BEGIN

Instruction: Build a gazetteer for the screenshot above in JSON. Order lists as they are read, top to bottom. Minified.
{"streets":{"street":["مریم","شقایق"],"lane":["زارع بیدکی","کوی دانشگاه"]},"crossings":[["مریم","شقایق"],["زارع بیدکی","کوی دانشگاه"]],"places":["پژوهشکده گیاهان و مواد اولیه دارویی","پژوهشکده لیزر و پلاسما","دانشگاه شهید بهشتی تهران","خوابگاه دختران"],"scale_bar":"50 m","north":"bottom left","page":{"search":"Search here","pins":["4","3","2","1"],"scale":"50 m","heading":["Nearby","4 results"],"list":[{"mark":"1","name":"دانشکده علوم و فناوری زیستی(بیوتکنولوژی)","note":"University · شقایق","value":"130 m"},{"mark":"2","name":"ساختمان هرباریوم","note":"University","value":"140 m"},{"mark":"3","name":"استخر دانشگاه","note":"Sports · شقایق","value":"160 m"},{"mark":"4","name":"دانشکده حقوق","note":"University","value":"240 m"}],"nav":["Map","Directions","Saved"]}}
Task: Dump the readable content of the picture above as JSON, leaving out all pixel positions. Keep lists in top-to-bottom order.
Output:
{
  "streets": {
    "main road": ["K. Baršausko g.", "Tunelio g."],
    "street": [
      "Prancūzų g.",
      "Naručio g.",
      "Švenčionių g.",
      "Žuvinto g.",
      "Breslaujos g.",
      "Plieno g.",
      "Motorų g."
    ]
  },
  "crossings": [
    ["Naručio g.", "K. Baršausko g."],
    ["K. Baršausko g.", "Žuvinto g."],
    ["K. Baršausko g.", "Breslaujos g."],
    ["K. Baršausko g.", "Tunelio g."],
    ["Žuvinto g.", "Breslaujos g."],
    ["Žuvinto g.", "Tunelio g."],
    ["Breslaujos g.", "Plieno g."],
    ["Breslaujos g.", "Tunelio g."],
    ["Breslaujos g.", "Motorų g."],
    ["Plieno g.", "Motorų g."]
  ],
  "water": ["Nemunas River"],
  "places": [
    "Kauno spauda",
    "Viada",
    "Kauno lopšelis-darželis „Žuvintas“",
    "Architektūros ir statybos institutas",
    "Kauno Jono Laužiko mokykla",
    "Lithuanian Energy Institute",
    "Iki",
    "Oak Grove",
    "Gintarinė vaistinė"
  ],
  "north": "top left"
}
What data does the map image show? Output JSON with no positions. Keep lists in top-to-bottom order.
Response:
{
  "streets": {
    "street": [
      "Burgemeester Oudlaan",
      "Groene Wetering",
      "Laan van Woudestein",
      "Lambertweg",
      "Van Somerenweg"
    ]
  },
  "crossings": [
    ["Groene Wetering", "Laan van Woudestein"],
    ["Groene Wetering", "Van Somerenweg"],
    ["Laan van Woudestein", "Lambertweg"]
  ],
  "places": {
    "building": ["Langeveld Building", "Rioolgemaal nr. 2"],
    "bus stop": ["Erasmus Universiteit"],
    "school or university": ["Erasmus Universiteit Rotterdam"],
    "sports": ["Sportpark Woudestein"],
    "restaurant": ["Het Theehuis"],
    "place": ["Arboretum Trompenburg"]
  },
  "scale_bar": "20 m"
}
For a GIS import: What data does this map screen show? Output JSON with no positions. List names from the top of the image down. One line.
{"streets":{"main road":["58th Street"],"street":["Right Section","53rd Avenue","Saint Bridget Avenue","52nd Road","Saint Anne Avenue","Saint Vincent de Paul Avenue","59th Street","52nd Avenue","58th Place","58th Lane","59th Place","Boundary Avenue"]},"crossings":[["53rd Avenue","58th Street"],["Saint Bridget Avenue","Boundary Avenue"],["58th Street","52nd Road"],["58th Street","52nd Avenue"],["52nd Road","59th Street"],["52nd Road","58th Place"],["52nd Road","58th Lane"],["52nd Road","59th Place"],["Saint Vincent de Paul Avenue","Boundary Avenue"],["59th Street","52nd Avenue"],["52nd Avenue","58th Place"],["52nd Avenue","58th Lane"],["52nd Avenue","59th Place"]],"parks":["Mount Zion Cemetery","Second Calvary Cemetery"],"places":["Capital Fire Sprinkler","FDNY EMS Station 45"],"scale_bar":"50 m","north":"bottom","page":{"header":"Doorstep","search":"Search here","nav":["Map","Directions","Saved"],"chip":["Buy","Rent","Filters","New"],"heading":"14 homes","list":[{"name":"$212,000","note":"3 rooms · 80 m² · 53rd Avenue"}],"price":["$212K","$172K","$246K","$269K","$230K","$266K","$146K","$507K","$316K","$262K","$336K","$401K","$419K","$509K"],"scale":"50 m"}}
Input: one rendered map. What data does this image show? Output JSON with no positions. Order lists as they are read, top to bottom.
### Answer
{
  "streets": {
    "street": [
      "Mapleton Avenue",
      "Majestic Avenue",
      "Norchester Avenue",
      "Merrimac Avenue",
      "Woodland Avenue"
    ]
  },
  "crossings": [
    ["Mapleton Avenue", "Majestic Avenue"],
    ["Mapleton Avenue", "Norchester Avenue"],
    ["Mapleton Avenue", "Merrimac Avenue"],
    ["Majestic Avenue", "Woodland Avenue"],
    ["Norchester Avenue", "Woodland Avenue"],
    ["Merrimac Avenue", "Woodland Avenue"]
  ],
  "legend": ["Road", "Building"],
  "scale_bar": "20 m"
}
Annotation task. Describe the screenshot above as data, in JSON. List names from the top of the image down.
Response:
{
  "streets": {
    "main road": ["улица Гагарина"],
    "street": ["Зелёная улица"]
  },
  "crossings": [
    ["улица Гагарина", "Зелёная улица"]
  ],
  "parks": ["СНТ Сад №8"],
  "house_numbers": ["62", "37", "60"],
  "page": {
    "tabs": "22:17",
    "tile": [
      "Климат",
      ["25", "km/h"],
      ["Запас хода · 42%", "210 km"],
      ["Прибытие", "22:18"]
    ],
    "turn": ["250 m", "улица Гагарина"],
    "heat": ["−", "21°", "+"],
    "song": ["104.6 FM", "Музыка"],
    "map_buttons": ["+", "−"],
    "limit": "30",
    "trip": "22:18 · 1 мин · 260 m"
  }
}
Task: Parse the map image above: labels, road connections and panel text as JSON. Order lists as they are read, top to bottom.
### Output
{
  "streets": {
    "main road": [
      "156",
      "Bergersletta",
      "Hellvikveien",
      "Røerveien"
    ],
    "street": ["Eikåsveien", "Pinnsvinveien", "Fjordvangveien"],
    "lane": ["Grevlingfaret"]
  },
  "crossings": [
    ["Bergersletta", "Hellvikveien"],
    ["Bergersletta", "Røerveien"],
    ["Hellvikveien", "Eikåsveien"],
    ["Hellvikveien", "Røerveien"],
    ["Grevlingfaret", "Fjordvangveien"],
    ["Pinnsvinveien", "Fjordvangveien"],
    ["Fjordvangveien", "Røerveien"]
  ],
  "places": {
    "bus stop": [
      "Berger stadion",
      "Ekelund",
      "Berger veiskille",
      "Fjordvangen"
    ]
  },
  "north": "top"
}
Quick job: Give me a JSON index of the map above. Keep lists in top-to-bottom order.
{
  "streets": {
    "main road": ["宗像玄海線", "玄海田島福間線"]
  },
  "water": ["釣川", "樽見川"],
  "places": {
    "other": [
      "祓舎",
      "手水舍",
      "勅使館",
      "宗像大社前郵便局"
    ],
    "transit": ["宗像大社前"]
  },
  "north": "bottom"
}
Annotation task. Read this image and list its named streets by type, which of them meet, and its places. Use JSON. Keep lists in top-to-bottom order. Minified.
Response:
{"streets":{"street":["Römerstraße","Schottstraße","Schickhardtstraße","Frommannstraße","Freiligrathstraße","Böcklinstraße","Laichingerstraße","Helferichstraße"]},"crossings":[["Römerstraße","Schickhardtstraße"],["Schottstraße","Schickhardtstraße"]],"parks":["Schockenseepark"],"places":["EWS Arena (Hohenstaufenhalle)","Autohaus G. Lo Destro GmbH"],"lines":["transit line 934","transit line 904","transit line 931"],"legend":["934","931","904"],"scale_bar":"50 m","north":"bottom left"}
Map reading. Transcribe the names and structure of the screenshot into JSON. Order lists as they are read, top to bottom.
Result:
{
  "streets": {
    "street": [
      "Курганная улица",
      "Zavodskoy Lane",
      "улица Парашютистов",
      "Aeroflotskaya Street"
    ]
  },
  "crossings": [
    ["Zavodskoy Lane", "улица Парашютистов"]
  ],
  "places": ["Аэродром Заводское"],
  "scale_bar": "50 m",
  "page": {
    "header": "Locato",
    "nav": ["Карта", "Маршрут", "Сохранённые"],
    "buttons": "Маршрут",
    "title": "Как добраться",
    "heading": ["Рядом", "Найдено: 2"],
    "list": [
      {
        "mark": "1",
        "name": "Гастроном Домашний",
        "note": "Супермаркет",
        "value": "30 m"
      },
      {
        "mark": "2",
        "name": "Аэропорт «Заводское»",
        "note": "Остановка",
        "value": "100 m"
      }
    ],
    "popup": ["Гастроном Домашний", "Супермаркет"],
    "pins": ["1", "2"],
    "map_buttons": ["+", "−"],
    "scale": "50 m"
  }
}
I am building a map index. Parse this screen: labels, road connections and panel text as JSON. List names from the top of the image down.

END

About this exercise: Each line of the entries above that contains "text" must be copied into the answer.

Exercise answer:
Task: Parse the map image above: labels, road connections and panel text as JSON. Order lists as they are read, top to bottom.
I am building a map index. Parse this screen: labels, road connections and panel text as JSON. List names from the top of the image down.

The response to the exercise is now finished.